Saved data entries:
......

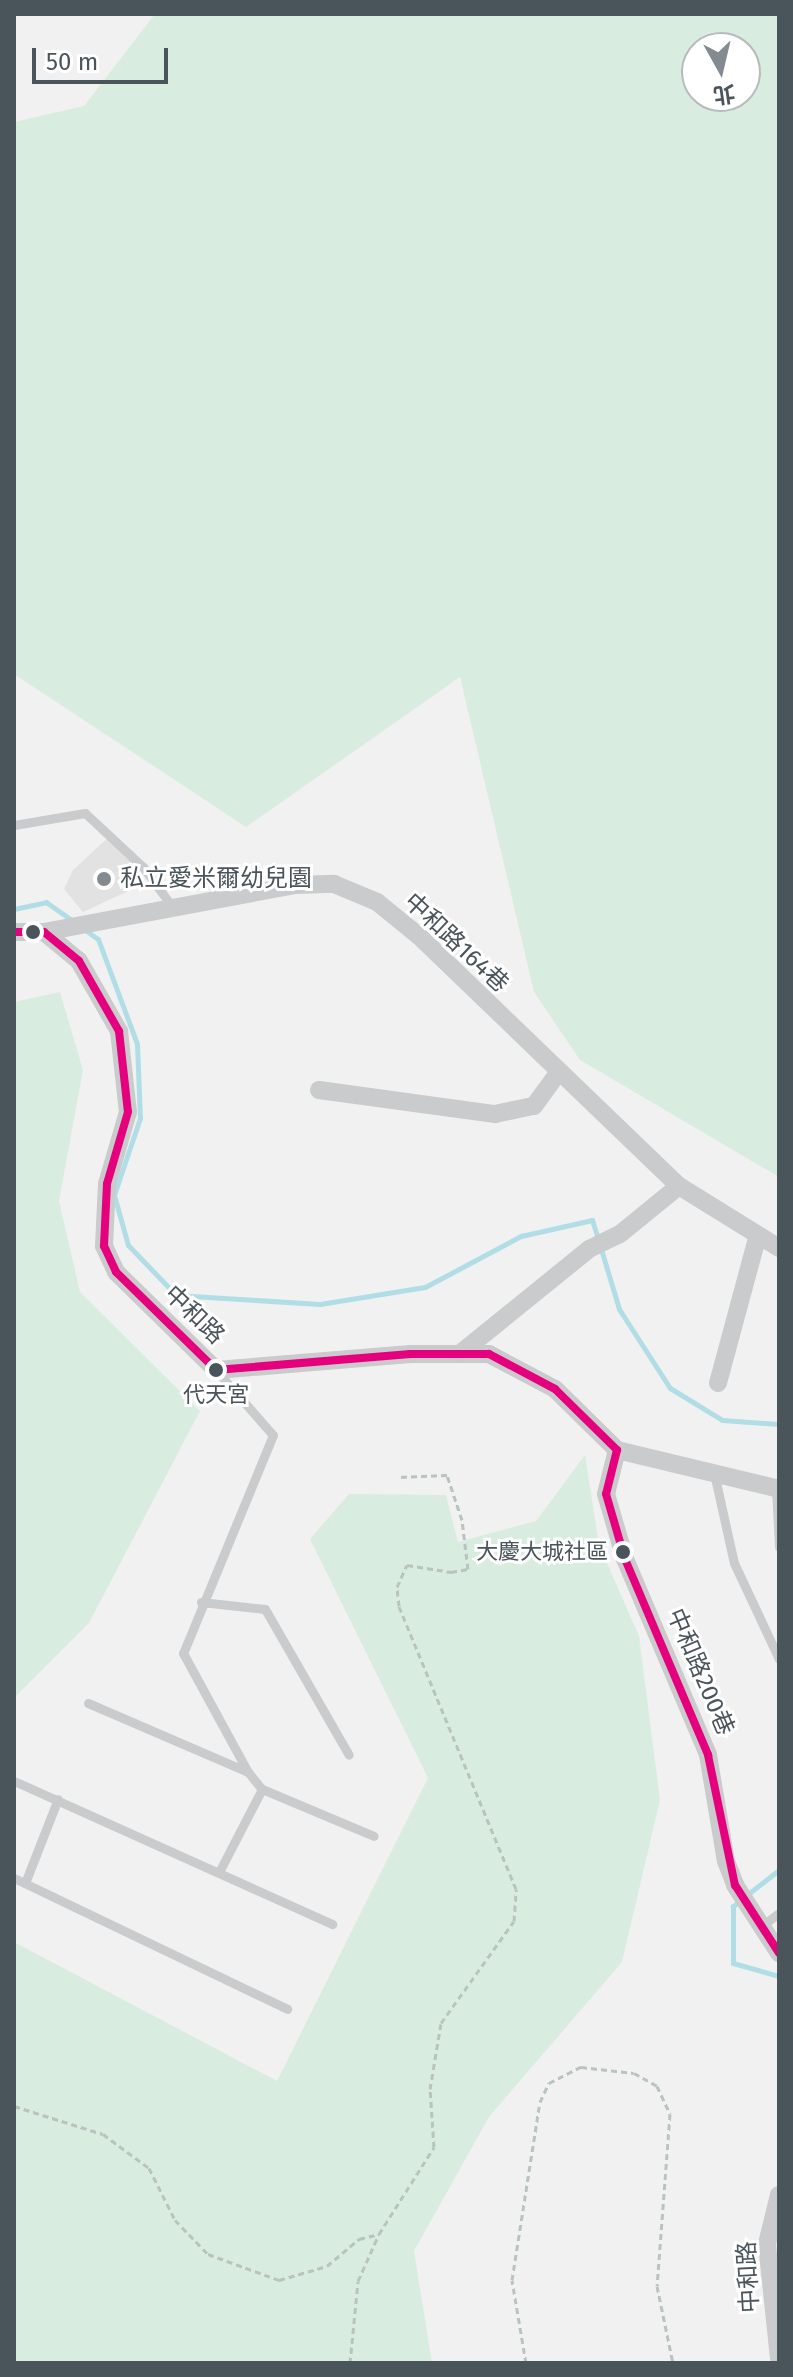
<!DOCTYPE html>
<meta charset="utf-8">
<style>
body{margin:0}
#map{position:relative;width:793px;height:2377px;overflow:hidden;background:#f1f1f1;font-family:"Fira Sans","Noto Sans TC",sans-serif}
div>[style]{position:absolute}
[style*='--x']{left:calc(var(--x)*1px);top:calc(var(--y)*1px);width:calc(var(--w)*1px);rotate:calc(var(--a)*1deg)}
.education>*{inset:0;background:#e3e2e2}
.green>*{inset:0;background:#d8eddf}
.stream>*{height:5px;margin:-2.5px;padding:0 2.5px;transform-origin:2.5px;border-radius:2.5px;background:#b1dee6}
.path>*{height:3px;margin-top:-1.5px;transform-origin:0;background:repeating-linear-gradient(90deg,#b9c3bf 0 6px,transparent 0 10px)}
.service>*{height:9px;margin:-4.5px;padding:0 4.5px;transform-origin:4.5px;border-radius:4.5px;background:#c9cbcc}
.minor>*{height:18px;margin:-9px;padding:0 9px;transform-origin:9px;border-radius:9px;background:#c9cbcc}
.bus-1>*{height:8px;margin:-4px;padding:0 4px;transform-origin:4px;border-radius:4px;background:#e5007d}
.dots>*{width:22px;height:22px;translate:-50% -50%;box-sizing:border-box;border:4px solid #fff;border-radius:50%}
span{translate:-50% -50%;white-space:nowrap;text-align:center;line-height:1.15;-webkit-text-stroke:6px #fff;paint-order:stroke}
.bus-label{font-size:22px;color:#4a545b}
.right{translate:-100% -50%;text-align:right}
.poi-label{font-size:24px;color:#4a545b}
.left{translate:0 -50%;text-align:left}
.street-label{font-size:24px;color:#4a545b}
.frame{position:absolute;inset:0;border:16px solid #4a545b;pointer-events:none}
.north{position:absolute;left:681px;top:32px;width:80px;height:80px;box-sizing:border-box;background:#fff;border:2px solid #b7bbbd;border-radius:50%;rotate:172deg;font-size:22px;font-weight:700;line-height:32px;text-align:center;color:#4a545b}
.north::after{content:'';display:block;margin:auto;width:28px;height:36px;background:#848b90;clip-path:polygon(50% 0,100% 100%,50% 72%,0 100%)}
.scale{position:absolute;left:32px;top:48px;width:136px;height:36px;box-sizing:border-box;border:4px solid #4a545b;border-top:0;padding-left:10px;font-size:24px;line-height:28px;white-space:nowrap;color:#4a545b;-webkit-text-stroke:6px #fff;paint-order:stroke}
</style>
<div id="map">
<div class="education">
<i style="clip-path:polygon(112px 834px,143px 867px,137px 887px,83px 912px,64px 889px,73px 870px)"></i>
</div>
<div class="green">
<i style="clip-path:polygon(evenodd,155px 14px,779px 14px,779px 1177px,580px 1060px,534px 992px,460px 677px,246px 827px,14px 674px,14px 122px,84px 106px,155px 14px,697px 48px,745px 48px,745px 96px,697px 96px,697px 48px)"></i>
<i style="clip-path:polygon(60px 992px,83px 1070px,59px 1201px,80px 1292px,200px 1411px,89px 1623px,14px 1698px,14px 1002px)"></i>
<i style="clip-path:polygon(585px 1455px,599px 1545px,639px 1636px,660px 1800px,622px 1962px,489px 2117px,414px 2251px,432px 2363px,14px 2363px,14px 1942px,277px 2081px,428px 1778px,310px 1539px,349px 1494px,446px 1495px,458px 1542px,536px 1521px)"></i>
</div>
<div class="stream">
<i style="--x:14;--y:909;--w:33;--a:-12"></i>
<i style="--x:46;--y:902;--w:33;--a:35"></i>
<i style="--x:84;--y:929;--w:17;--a:36"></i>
<i style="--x:98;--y:939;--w:112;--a:69.6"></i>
<i style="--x:137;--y:1044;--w:74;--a:87.7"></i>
<i style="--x:140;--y:1118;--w:81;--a:108.7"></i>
<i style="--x:114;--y:1195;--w:52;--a:74.4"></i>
<i style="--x:128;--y:1245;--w:69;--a:46.2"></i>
<i style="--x:176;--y:1295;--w:144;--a:3.6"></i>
<i style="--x:320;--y:1304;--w:106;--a:-9.2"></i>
<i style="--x:425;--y:1287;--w:109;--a:-28"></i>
<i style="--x:521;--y:1236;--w:73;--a:-12.7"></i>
<i style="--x:592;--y:1220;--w:20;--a:72"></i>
<i style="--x:601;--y:1249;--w:63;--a:73.3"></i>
<i style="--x:619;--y:1309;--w:94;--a:57.2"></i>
<i style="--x:670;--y:1388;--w:61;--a:31.6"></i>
<i style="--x:722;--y:1420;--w:57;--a:4"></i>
<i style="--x:748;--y:1894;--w:39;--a:-38"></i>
<i style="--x:740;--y:1901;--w:9;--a:144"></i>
<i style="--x:733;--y:1906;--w:57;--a:90"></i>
<i style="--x:733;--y:1963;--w:48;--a:15.8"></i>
</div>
<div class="path">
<i style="--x:14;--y:2106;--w:93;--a:17.5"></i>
<i style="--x:103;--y:2134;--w:57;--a:36.5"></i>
<i style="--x:149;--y:2168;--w:58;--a:63.4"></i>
<i style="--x:175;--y:2220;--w:47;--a:45.9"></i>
<i style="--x:208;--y:2254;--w:76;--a:20.1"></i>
<i style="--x:279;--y:2280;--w:50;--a:-16.3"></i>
<i style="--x:327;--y:2266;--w:42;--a:-40.2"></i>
<i style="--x:359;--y:2239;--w:21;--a:-14"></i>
<i style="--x:350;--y:2363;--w:82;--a:-84.4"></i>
<i style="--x:358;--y:2281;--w:51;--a:-65.9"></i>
<i style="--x:379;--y:2234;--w:103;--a:-57.7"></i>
<i style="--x:434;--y:2147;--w:58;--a:-93.9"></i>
<i style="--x:430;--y:2089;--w:67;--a:-80.5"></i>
<i style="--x:441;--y:2023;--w:125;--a:-54.4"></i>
<i style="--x:514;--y:1921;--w:32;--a:-86"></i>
<i style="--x:516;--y:1889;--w:306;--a:-112.5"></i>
<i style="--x:399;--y:1606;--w:19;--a:-96"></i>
<i style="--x:397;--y:1587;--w:24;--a:-66"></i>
<i style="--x:407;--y:1565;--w:45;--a:9"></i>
<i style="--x:451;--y:1572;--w:17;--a:-10"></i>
<i style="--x:468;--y:1569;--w:49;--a:-97"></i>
<i style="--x:462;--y:1520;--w:47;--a:-108.4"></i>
<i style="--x:447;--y:1475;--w:49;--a:177.7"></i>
<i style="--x:526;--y:2363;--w:84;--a:-99.6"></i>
<i style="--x:512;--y:2280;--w:180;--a:-81.1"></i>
<i style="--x:540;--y:2102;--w:21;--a:-65"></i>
<i style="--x:549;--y:2083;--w:36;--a:-27"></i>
<i style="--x:581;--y:2067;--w:53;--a:6.5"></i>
<i style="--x:634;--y:2073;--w:26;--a:29"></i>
<i style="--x:657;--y:2086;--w:31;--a:65"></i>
<i style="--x:670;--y:2114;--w:172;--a:94.3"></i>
<i style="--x:657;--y:2286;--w:79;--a:78.3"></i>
</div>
<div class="service">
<i style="--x:14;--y:825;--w:72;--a:-9.6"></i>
<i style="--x:85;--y:813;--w:79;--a:43"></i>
<i style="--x:143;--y:867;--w:52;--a:53.6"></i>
<i style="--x:216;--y:1370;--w:86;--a:48.8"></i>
<i style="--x:273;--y:1435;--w:236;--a:112.4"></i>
<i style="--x:183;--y:1653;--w:136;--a:61.4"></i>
<i style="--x:714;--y:1473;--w:92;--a:77.5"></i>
<i style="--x:734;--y:1563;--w:106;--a:64.9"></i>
<i style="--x:776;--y:1489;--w:58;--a:87"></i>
<i style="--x:201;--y:1602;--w:64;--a:6.2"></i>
<i style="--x:265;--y:1609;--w:168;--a:60.1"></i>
<i style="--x:88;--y:1703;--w:174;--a:23.3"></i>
<i style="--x:248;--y:1772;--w:22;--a:51"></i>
<i style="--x:262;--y:1789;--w:121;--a:22.8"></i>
<i style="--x:14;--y:1781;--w:349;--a:24.2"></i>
<i style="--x:219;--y:1872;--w:93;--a:-62.6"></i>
<i style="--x:14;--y:1878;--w:303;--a:25.6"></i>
<i style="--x:25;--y:1883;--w:90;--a:-68.6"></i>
<i style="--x:759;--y:1928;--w:25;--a:-37"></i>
</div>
<div class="minor">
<i style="--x:14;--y:932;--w:30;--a:0"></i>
<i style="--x:44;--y:932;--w:45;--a:39.6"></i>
<i style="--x:79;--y:961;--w:81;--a:60.3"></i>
<i style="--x:119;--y:1031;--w:81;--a:83.7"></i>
<i style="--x:128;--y:1112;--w:75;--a:106.3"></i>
<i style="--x:107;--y:1184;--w:62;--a:92.8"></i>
<i style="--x:104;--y:1246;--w:29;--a:65"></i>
<i style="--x:116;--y:1272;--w:140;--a:44.4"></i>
<i style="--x:216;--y:1370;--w:195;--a:-4.7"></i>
<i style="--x:410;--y:1354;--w:79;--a:0"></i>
<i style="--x:489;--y:1354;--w:75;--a:27.9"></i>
<i style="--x:555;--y:1389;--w:87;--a:44.5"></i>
<i style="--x:44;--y:932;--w:256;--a:-10.6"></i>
<i style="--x:296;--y:885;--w:38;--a:-2"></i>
<i style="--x:334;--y:884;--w:47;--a:22.7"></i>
<i style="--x:377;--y:902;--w:54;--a:39"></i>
<i style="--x:419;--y:936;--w:361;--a:43.9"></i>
<i style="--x:319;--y:1090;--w:178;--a:7.8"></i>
<i style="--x:495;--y:1114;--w:40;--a:-12"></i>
<i style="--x:534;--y:1106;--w:39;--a:-54"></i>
<i style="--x:462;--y:1352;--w:164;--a:-39"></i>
<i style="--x:589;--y:1249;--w:34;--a:-26"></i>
<i style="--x:620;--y:1234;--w:76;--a:-39.1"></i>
<i style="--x:679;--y:1186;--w:118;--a:31.8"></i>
<i style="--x:718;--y:1383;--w:150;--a:-74.9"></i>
<i style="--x:617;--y:1450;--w:45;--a:104"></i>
<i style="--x:606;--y:1494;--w:68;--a:73.7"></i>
<i style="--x:625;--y:1559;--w:213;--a:67"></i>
<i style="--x:708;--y:1755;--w:108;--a:80.4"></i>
<i style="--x:726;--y:1861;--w:26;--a:69"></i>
<i style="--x:735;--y:1885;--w:81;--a:57.1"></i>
<i style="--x:617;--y:1450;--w:167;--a:13.5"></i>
<i style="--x:779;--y:2195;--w:50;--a:103.8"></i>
<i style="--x:767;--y:2244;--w:116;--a:84"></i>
</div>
<div class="bus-1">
<i style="--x:14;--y:932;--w:30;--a:0"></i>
<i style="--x:44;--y:932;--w:45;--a:39.6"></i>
<i style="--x:79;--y:961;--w:81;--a:60.3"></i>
<i style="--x:119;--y:1031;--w:81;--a:83.7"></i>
<i style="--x:128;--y:1112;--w:75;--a:106.3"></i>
<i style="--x:107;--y:1184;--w:62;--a:92.8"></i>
<i style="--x:104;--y:1246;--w:29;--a:65"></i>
<i style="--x:116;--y:1272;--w:140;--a:44.4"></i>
<i style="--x:216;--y:1370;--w:195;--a:-4.7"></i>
<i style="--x:410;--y:1354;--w:79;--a:0"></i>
<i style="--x:489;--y:1354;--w:75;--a:27.9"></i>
<i style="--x:555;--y:1389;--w:87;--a:44.5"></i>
<i style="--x:617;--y:1450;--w:45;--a:104"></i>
<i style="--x:606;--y:1494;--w:68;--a:73.7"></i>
<i style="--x:625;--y:1559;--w:213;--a:67"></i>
<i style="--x:708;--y:1755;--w:133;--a:78.3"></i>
<i style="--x:735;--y:1885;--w:81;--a:57.1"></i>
</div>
<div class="dots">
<i style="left:104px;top:879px;background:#848b90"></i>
<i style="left:33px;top:932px;background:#4a545b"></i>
<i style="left:216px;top:1370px;background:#4a545b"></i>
<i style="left:623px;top:1552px;background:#4a545b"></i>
</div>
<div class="bus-label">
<span style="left:216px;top:1395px">代天宮</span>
<span class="right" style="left:608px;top:1552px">大慶大城社區</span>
</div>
<div class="poi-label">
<span class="left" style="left:120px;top:879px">私立愛米爾幼兒園</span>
</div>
<div class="street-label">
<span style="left:456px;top:943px;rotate:43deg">中和路164巷</span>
<span style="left:194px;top:1315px;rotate:44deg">中和路</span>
<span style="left:700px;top:1672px;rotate:67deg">中和路200巷</span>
<span style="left:749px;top:2277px;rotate:-93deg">中和路</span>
</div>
<div class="frame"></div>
<div class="north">北</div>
<div class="scale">50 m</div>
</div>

......

**THE PROBLEM:**
All lines of the data that hold "stream" need to be copied.

**RESPONSE:**
.stream>*{height:5px;margin:-2.5px;padding:0 2.5px;transform-origin:2.5px;border-radius:2.5px;background:#b1dee6}
<div class="stream">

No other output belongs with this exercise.